Video Researchers have crafted algorithms that can blend an audio recording of someone talking with a video of them saying something else entirely – and create a new convincing lip-synched video with the replacement sound.
In other words, the resulting video carries the injected audio, rather than its original sound, and the frames are manipulated so that the speaker's face and mouth movements match the new audio.
You can be forgiven for seeing this as a vital stepping stone to creating the ultimate fake news – highly believable forged video evidence. Imagine taking a clip of someone important speaking at a private event, and using the aforementioned software to dub in a completely new script, voiced by a skilled impersonator or generated by another AI such as Lyrebird, and then distributing that fraudulent footage.
Thankfully, technology is nowhere near that level right now.
The video below demonstrates this machine-learning system's current capabilities: sound taken from an interview with Barack Obama is threaded through a different clip of him speaking, so it looks as though he's giving the same speech in a completely different setting.
Crafting a fake talking head is a tricky process. First, an audio sample is taken and fed into a recurrent neural network that spits out an outlining of the mouth. Next, texture is applied and blended into a target video.
To make it as natural as possible, the jaw line is warped to match the movements of the chin and mouth, reproducing the natural wrinkles and dimples in a person's face seen during speech.
The researchers, based at the University of Washington in Seattle, have published their results in a paper that will be presented at SIGGRAPH – the annual computer graphics conference this year taking place in Los Angeles on July 30 through August 3.
How the system works (Image credit: Suwajanakorn et al)
Supasorn Suwajanakorn, co-author of the paper and a recent doctoral graduate from the University of Washington, said: "People are particularly sensitive to any areas of your mouth that don't look realistic. If you don't render teeth right or the chin moves at the wrong time, people can spot it right away and it's going to look fake. So you have to render the mouth region perfectly to get beyond the uncanny valley."
The research was partly funded by Samsung, Google, Facebook, Intel and University of Washington Animation Research Labs.
It is hoped that it may come in handy when the connection between online video chats times out, making the video patchy and thus some software to fill in the gaps would be handy.
"When you watch Skype or Google Hangouts, often the connection is stuttery and low-resolution and really unpleasant, but often the audio is pretty good," said Steve Seitz, co-author of the paper and a professor in the department of computer science and engineering at the University of Washington. "So if you could use the audio to produce much higher-quality video, that would be terrific."
But it might be a while before something like that is possible. It takes hours of high quality footage – 17 hours for Obama and nearly two million frames – to train a system to translate different audio sounds into basic mouth shapes.
The training time could be decreased if the algorithms learn to recognize a person's voice and speech patterns with less data.

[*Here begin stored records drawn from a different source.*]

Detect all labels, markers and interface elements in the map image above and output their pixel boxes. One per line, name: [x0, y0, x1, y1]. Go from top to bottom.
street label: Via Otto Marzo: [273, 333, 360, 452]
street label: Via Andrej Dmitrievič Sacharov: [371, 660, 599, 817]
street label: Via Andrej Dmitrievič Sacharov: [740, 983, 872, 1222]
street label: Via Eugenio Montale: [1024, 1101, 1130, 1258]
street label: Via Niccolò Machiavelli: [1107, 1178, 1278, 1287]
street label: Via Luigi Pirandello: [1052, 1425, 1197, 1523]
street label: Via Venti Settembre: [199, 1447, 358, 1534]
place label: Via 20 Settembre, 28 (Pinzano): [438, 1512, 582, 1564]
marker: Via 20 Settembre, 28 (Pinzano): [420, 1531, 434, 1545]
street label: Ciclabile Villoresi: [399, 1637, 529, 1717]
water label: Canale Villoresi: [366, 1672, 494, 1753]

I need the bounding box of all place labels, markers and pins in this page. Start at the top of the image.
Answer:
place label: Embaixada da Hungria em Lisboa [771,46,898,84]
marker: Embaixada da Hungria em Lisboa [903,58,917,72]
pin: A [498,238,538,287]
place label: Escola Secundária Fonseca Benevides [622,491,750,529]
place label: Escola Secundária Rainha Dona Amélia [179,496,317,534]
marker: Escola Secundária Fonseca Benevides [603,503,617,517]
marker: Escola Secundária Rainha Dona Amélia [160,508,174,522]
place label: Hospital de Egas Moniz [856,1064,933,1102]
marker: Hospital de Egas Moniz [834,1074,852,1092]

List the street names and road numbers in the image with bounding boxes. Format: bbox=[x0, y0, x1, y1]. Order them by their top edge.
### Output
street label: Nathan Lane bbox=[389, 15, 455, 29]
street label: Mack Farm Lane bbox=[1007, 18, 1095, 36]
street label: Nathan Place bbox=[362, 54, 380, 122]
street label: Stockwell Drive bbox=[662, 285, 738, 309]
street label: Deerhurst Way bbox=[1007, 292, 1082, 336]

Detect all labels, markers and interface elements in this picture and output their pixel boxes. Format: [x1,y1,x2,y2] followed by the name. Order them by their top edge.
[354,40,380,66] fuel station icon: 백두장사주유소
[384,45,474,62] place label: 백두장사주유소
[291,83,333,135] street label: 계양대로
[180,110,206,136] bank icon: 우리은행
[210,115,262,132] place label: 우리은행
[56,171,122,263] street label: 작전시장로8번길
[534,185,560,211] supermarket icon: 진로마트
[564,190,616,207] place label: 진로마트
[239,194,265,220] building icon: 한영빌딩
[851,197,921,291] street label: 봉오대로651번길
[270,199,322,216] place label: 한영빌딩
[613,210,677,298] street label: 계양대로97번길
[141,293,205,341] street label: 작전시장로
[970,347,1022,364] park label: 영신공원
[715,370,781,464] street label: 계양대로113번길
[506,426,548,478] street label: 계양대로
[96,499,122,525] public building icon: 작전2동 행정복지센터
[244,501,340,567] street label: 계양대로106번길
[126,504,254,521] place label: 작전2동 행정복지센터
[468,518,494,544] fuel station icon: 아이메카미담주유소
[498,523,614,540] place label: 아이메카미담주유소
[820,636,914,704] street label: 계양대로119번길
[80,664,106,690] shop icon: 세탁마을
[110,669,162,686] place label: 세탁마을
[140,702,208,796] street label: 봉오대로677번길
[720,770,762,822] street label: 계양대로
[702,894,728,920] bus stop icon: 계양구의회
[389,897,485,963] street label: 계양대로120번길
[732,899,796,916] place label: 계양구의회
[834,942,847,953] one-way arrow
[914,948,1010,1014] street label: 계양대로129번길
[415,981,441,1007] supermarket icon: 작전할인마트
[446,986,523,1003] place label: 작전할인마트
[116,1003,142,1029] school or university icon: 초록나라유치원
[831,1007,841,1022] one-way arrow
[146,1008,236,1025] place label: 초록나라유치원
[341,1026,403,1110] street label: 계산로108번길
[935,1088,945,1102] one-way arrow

The neural network can only focus on one person at the moment. "You can't just take anyone's voice and turn it into an Obama video," Seitz said. "We very consciously decided against going down the path of putting other people's words into someone's mouth. We're simply taking real words that someone spoke and turning them into realistic video of that individual."
Welcome to the world of AI, where everything can be faked
But it is theoretically possible to put fake words into someone's mouth if different tools can be combined. Lyrebird, a startup specializing in AI speech synthesis, has already demonstrated how input text can be converted to an audio clip said in the voice of someone else. You can basically make world leaders say anything you want.
The demo features Barack Obama, Donald Trump and Hillary Clinton discussing Lyrebird and saying sentences they never actually said.
If an audio sample created using Lyrebird's technology could be fed into the algorithms that create the mouth shapes, then maybe the whole video can be faked. It would be difficult to get the subtle facial movements right, but don't worry, there's another system for that.
Researchers from the University of Erlangen-Nuremberg in Germany, the Max Planck Institute for Informatics in Germany and Stanford University in the US, have managed to recreate facial expressions and map them onto target videos in real time.
The researchers show how a target – the face of Arnold Schwarzenegger – can be manipulated so it mimics the source – an Asian female.
If there was a way to combine all these systems, maybe it would be possible to create completely fake broadcasts.
It's a problem the researchers from the University of Washington have thought about. They are also looking at how the process can be reversed – using the video instead of audio as an input – to see if they can develop algorithms to detect if a video is real or not. Which, it appears, might become necessary in the near future.
For now, we'll have to rely on fact checkers and eagle-eyed netizens, as was the case in the faked photo of Trump and Putin at this month's G20 summit. ®